ABOUT THIS EXERCISE:
Every line from the first one in the listing down to the line with "M639,915L652,934L635,945L622,926Z" should be restated word for word.

DATASET RECORDS:
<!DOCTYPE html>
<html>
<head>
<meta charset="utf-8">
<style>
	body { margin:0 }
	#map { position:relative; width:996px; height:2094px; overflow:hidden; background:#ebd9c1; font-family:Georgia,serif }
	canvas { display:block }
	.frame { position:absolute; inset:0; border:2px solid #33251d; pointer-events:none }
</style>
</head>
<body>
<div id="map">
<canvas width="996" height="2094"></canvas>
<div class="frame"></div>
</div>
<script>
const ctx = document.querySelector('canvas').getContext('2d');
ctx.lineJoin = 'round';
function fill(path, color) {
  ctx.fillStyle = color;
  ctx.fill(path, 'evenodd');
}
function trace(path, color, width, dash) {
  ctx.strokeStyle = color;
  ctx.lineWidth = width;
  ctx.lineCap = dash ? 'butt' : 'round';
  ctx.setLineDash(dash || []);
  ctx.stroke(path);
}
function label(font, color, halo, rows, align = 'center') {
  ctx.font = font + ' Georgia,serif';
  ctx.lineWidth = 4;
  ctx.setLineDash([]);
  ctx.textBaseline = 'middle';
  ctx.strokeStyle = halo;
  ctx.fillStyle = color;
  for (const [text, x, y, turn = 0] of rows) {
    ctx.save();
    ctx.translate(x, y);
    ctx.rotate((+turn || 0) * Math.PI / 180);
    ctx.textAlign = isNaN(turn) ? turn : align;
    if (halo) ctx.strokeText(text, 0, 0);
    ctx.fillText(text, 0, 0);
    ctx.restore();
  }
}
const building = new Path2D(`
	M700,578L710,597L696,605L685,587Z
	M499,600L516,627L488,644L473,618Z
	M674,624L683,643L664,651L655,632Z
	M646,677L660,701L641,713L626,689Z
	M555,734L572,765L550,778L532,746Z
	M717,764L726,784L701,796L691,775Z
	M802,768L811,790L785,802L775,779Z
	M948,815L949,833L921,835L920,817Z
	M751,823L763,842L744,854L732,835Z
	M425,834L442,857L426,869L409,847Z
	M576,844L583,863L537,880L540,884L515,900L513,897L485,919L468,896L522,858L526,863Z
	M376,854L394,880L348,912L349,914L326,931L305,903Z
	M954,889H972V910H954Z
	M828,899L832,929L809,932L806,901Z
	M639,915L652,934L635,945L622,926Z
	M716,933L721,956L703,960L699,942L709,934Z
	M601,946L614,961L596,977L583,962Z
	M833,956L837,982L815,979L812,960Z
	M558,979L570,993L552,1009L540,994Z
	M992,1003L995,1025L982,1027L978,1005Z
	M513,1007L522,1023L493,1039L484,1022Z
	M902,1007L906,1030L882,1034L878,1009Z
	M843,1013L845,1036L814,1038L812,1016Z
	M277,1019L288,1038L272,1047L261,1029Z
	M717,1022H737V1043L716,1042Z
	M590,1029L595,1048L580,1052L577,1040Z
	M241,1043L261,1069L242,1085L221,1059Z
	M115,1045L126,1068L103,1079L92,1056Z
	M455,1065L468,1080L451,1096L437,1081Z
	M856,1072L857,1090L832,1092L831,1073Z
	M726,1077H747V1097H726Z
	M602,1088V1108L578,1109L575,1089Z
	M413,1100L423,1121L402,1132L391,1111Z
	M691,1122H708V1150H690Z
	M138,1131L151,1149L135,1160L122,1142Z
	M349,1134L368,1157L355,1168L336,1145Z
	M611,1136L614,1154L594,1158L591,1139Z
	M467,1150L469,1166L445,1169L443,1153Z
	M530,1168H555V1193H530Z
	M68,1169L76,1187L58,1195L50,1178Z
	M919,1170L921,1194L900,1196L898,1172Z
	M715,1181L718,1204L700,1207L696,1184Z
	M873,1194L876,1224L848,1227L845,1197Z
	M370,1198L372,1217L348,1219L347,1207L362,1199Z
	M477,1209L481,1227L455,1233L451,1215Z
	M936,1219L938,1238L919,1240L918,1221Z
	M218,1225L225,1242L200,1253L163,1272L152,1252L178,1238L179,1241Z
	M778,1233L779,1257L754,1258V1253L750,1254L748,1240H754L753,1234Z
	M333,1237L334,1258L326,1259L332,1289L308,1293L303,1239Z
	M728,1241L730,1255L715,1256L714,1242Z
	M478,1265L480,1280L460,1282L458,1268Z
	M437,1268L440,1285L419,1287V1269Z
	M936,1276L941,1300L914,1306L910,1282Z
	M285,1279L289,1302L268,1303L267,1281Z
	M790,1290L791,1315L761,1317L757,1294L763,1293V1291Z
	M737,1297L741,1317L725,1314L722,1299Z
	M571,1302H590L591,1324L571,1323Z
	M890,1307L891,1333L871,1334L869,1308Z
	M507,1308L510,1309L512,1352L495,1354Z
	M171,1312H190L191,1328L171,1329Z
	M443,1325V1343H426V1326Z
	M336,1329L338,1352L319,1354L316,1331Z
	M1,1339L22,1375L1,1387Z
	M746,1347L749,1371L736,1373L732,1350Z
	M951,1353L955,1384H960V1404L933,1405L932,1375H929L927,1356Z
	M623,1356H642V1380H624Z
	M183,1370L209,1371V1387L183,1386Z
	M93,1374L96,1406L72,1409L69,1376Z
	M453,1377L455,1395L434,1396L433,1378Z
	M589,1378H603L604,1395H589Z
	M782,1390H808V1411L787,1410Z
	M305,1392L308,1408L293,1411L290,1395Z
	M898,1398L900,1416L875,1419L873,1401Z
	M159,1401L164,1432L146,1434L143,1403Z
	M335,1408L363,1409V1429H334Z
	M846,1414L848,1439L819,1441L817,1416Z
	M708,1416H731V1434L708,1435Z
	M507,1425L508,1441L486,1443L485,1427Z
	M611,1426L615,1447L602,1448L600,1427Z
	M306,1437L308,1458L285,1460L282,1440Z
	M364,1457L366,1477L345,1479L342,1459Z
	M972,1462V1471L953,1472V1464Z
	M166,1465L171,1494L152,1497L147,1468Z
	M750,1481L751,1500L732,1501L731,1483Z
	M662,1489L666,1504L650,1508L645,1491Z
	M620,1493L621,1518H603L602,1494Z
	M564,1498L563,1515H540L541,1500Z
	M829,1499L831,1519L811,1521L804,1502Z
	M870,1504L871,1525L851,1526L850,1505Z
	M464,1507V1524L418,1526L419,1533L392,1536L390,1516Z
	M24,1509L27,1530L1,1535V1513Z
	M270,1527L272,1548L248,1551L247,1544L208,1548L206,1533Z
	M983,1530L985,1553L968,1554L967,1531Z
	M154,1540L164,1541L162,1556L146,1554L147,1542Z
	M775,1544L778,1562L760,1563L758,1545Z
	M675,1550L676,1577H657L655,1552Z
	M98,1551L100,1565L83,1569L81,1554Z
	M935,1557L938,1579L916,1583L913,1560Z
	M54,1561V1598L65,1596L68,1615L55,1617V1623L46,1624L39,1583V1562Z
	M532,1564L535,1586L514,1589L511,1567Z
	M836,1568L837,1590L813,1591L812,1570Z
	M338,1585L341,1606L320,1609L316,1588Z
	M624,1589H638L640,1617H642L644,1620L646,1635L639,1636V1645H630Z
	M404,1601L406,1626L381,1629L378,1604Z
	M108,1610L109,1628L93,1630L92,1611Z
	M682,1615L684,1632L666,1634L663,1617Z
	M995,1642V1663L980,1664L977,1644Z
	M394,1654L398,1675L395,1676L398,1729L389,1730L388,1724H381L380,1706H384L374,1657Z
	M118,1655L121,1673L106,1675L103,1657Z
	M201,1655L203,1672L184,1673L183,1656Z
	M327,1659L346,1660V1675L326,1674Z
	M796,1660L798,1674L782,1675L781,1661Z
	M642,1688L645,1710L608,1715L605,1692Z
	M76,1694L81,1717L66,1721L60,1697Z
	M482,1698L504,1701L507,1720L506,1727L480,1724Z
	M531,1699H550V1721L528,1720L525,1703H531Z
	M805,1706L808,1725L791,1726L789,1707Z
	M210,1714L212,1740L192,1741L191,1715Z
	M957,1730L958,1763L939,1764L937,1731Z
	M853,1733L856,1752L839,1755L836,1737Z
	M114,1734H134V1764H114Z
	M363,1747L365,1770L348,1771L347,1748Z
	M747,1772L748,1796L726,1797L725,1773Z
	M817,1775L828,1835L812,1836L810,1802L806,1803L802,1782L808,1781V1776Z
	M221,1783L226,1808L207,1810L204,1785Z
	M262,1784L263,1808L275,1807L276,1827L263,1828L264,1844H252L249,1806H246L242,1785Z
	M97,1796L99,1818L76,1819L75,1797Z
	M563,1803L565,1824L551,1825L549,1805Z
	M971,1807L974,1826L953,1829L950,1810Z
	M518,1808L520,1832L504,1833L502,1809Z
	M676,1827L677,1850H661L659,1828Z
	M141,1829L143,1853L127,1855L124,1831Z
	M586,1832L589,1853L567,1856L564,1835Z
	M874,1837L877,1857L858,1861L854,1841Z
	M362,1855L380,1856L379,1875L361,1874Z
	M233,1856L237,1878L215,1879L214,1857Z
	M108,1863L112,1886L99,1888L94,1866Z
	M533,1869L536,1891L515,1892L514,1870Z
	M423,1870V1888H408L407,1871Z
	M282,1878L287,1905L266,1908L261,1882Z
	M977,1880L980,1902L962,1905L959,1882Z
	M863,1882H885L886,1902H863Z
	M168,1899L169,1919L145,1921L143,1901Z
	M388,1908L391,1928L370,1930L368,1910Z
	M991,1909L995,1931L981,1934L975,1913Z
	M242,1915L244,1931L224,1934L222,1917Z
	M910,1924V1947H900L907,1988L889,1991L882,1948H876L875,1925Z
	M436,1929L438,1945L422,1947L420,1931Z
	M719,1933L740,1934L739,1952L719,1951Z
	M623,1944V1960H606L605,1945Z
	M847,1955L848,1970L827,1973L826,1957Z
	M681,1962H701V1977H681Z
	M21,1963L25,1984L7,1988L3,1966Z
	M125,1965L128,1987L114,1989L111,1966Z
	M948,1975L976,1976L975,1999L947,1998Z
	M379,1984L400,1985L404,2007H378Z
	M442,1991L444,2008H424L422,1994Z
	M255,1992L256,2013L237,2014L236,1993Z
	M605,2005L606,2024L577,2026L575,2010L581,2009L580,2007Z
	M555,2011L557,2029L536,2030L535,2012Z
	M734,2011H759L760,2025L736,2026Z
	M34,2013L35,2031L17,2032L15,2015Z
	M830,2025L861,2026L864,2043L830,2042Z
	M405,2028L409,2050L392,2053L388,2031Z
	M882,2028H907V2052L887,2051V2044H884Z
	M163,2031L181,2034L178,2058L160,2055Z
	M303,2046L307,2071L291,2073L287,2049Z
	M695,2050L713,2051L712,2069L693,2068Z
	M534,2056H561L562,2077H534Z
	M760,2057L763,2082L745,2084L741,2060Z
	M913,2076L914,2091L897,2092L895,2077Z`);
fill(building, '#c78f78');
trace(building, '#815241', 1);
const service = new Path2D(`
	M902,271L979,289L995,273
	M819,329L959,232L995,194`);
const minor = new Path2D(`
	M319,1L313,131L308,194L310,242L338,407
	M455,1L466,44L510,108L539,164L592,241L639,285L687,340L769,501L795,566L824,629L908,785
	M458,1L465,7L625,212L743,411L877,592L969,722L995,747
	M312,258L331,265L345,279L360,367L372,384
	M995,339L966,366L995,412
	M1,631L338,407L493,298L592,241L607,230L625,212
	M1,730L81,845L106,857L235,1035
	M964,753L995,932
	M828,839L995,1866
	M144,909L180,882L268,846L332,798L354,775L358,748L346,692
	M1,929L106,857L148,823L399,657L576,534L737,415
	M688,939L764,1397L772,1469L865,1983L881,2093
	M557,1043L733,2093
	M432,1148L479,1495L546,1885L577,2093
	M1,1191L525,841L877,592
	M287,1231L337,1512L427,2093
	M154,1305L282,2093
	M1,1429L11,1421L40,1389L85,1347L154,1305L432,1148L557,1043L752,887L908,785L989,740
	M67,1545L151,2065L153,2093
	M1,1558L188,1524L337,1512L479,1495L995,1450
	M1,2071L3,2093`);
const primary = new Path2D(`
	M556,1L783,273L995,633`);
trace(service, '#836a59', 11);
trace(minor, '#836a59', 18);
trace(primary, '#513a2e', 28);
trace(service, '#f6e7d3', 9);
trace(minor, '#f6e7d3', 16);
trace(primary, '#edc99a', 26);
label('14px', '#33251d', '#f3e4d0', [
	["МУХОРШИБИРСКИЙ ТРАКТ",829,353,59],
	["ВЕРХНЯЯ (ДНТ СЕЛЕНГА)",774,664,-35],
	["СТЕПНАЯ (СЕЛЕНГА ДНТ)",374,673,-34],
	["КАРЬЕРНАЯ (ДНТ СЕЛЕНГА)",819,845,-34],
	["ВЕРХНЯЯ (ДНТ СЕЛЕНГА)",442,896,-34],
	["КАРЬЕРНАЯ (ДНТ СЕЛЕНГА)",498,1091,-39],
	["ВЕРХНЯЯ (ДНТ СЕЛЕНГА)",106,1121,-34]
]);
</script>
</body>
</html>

WRITTEN RESPONSE:
<!DOCTYPE html>
<html>
<head>
<meta charset="utf-8">
<style>
	body { margin:0 }
	#map { position:relative; width:996px; height:2094px; overflow:hidden; background:#ebd9c1; font-family:Georgia,serif }
	canvas { display:block }
	.frame { position:absolute; inset:0; border:2px solid #33251d; pointer-events:none }
</style>
</head>
<body>
<div id="map">
<canvas width="996" height="2094"></canvas>
<div class="frame"></div>
</div>
<script>
const ctx = document.querySelector('canvas').getContext('2d');
ctx.lineJoin = 'round';
function fill(path, color) {
  ctx.fillStyle = color;
  ctx.fill(path, 'evenodd');
}
function trace(path, color, width, dash) {
  ctx.strokeStyle = color;
  ctx.lineWidth = width;
  ctx.lineCap = dash ? 'butt' : 'round';
  ctx.setLineDash(dash || []);
  ctx.stroke(path);
}
function label(font, color, halo, rows, align = 'center') {
  ctx.font = font + ' Georgia,serif';
  ctx.lineWidth = 4;
  ctx.setLineDash([]);
  ctx.textBaseline = 'middle';
  ctx.strokeStyle = halo;
  ctx.fillStyle = color;
  for (const [text, x, y, turn = 0] of rows) {
    ctx.save();
    ctx.translate(x, y);
    ctx.rotate((+turn || 0) * Math.PI / 180);
    ctx.textAlign = isNaN(turn) ? turn : align;
    if (halo) ctx.strokeText(text, 0, 0);
    ctx.fillText(text, 0, 0);
    ctx.restore();
  }
}
const building = new Path2D(`
	M700,578L710,597L696,605L685,587Z
	M499,600L516,627L488,644L473,618Z
	M674,624L683,643L664,651L655,632Z
	M646,677L660,701L641,713L626,689Z
	M555,734L572,765L550,778L532,746Z
	M717,764L726,784L701,796L691,775Z
	M802,768L811,790L785,802L775,779Z
	M948,815L949,833L921,835L920,817Z
	M751,823L763,842L744,854L732,835Z
	M425,834L442,857L426,869L409,847Z
	M576,844L583,863L537,880L540,884L515,900L513,897L485,919L468,896L522,858L526,863Z
	M376,854L394,880L348,912L349,914L326,931L305,903Z
	M954,889H972V910H954Z
	M828,899L832,929L809,932L806,901Z
	M639,915L652,934L635,945L622,926Z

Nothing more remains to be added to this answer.